The newly created Coalition of Western and Arab nations adamantly opposed to Iraq's continued occupation of Kuwait already had two appointed co-commanders-in-chief, General Norman Schwarzkopf of the United States and Prince Khaled bin Sultan bin Abdulaziz, a fortyfour-year-old professional soldier, trained in the States and at Sandhurst in England, a nephew of the King, and son of Defense Minister Prince Sultan. Prince Khaled, in response to the British request, had been as gracious as usual, and with remarkable speed a large detached villa had been acquired on the outskirts of the city for the British embassy to rent.
Technicians from London were installing receivers and transmitters with their inevitable encryption machines for secure usage, and the place was about to become the headquarters of the British Secret Service for the duration of the emergency. Somewhere across town, the Americans were doing much the same for the CIA, which clearly intended to have a very major presence. The animus that would later develop between the senior brass of the U.S. armed forces and the civilians of the Agency had not yet begun.
In the interim, Mike Martin had stayed at the private house of the Station Head, Julian Gray. Both men agreed there would be no advantage in Martin being seen by anyone in the embassy. The charming Mrs. Gray, a career wife, had been his hostess and never dreamt of asking who he was or what he was doing in Saudi Arabia. Martin spoke no Arabic to the Saudi staff, just accepted the offered coffee with a smile and a thank you in English. On the evening of the second day, Gray was giving Martin his final briefing. They seemed to have covered everything they could, at least from Riyadh.
"You'll be flying to Dhahran tomorrow morning. Civilian flight of Saudia. They've stopped running direct into Khafji. You'll be met. The Firm has set up a dispatcher in Khafji; he'll meet you and run you north. Actually, I think he's ex-regiment. Sparky Low--do you know him?"
"I know him," said Martin.
"He's got all the things you said you needed. And he's found a young Kuwaiti pilot you might like to talk to. He'll be getting from us all the latest pictures from the American satellites showing the border area and the main concentrations of Iraqi troops to avoid, plus anything else we get. Now, lastly, these pictures have just come in from London." He spread a row of large, glossy pictures out on the dining table. "Saddam doesn't seem to have appointed an Iraqi Governor-General yet; he's still trying to put together an administration of Kuwaiti quislings and getting nowhere.

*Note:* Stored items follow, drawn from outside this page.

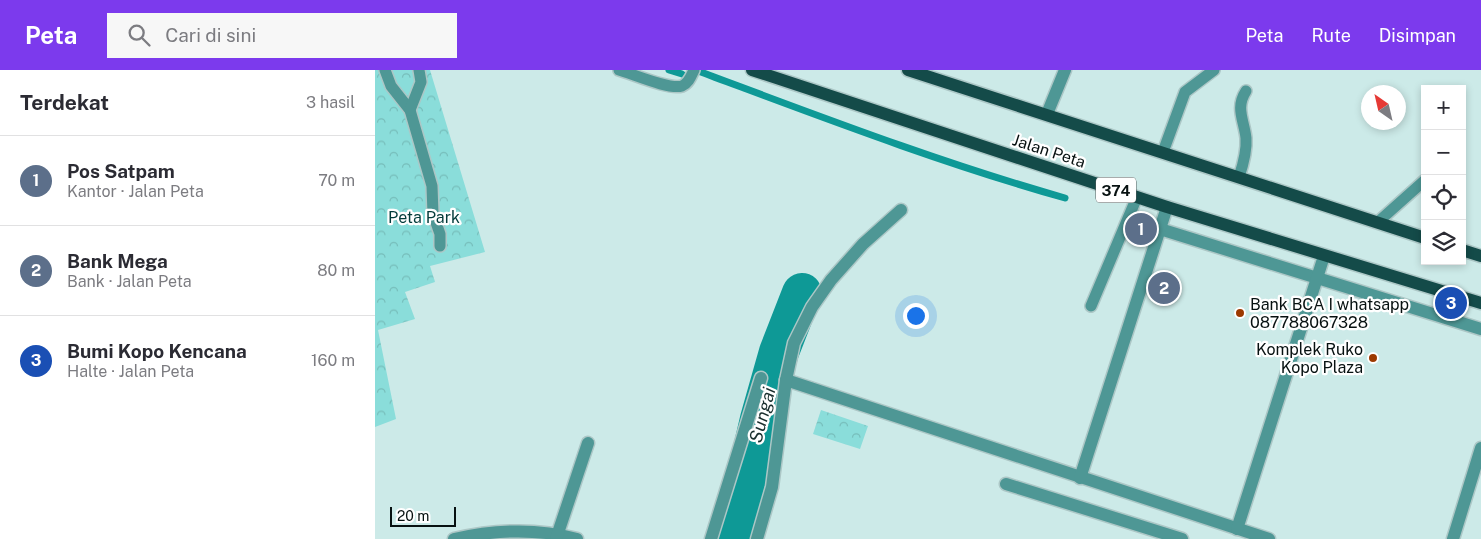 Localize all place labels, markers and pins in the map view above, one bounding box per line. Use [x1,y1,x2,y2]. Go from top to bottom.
pin: 1 [1125,210,1157,248]
pin: 2 [1148,269,1180,307]
pin: 3 [1435,284,1467,322]
place label: Bank BCA I whatsapp 087788067328 [1250,295,1409,332]
marker: Bank BCA I whatsapp 087788067328 [1234,307,1246,319]
place label: Komplek Ruko Kopo Plaza [1256,340,1363,377]
marker: Komplek Ruko Kopo Plaza [1367,352,1379,364] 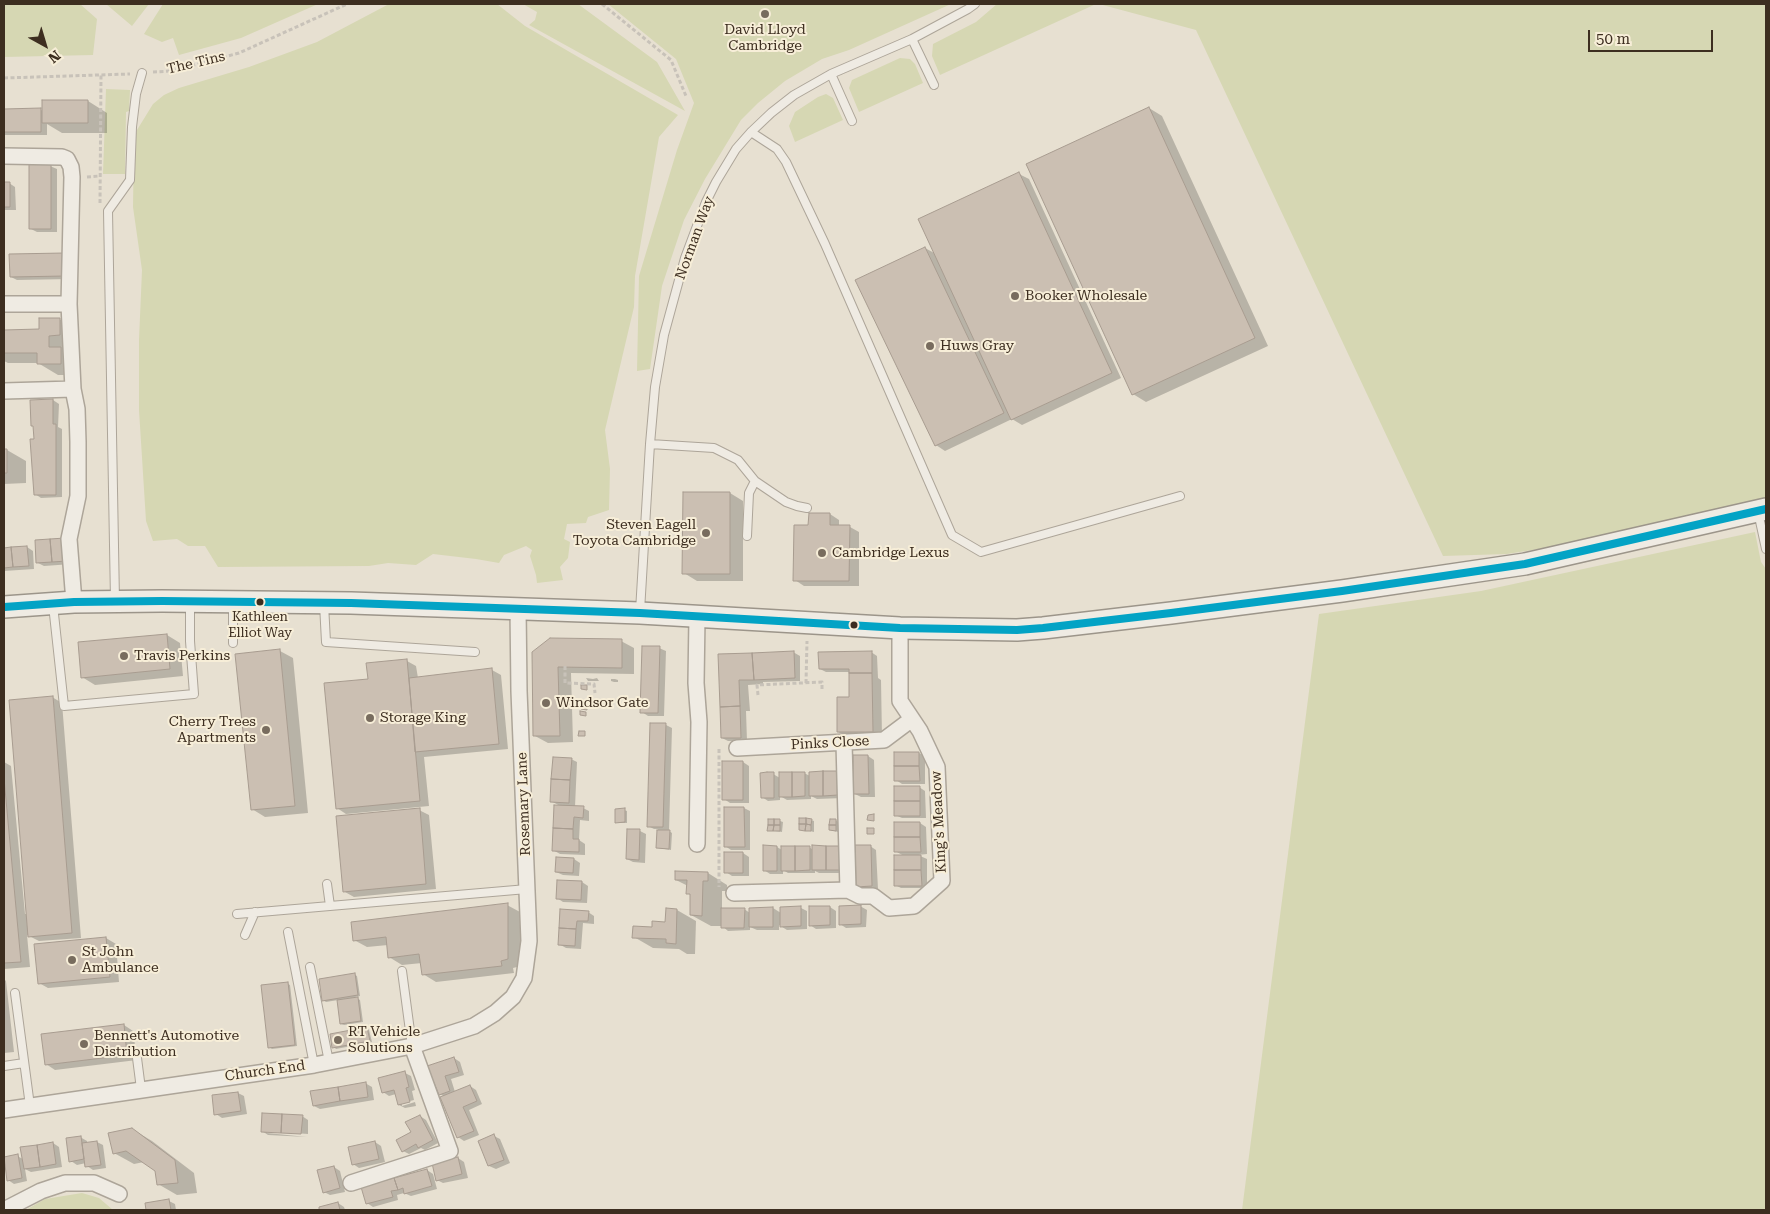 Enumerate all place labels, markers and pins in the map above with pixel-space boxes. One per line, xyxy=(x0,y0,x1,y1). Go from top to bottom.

Even the Kuwaiti opposition won't play ball. But it seems there's already quite a Secret Police presence there. This one here seems to be the local AMAM chief, name of Colonel Sabaawi, quite a bastard. His boss in Baghdad, who may visit, is the head of the Amn-al-Amm, Omar Khatib. Here." Martin stared at the face in the photograph: surly, sullen, a mix of cruelty and peasant cunning in the eyes and mouth. "His reputation is pretty bloody. Same as his sidekick in Kuwait, Sabaawi. Khatib is about forty-five, comes from Tikrit, a clansman of Saddam himself and a longtime henchman. We don't know much about Sabaawi, but he'll be more in evidence."
Gray pulled over another photograph. "Apart from the AMAM, Baghdad has sent in a team from the Mukhabarat's Counterintelligence wing, probably to cope with the foreigners and any attempt at espionage or sabotage directed from outside their new conquest. The CI boss is this one here--got a reputation as cunning and nobody's fool. He may be the one to be careful of."
It was August 8. Another C-5 Galaxy was rumbling overhead to land at the nearby military airport, part of the vast American logistical machine that was already in gear and pouring its endless materiel into a nervous, uncomprehending, and extremely traditional Moslem kingdom.
Mike Martin looked down and stared at the face of Hassan Rahmani.
It was Steve Laing on the phone again. "I don't want to talk," said Terry Martin. "I think we should, Dr. Martin. Look, you're worried about your brother, are you not?" "Very much."
"There's no need to be, you know. He's a very tough character, well able to look after himself. He wanted to go, no question of it. We gave him absolute right to turn us down."
"I should have kept my mouth shut." "Try and look at it this way, Doctor. If worse comes to worst, we may have to send a lot of other brothers, husbands, sons, uncles, loved ones out to the Gulf. If there's anything any of us can do to limit their casualties, shouldn't we try?" "All right. What do you want?" "Oh, another lunch, I think. Easier to talk man to man. Do you know the Montcalm Hotel? Say, one o'clock?" "Despite the brains, he's quite an emotional little blighter," Laing had remarked to Simon Paxman earlier that morning.
"Good Lord," said Paxman, like an entomologist who has just been told of an amusing new species discovered under a rock.
The spymaster and the academic had a quiet booth to themselves--Mr. Costa had seen to it. When the smoked salmon cornets had been served, Laing broached his subject.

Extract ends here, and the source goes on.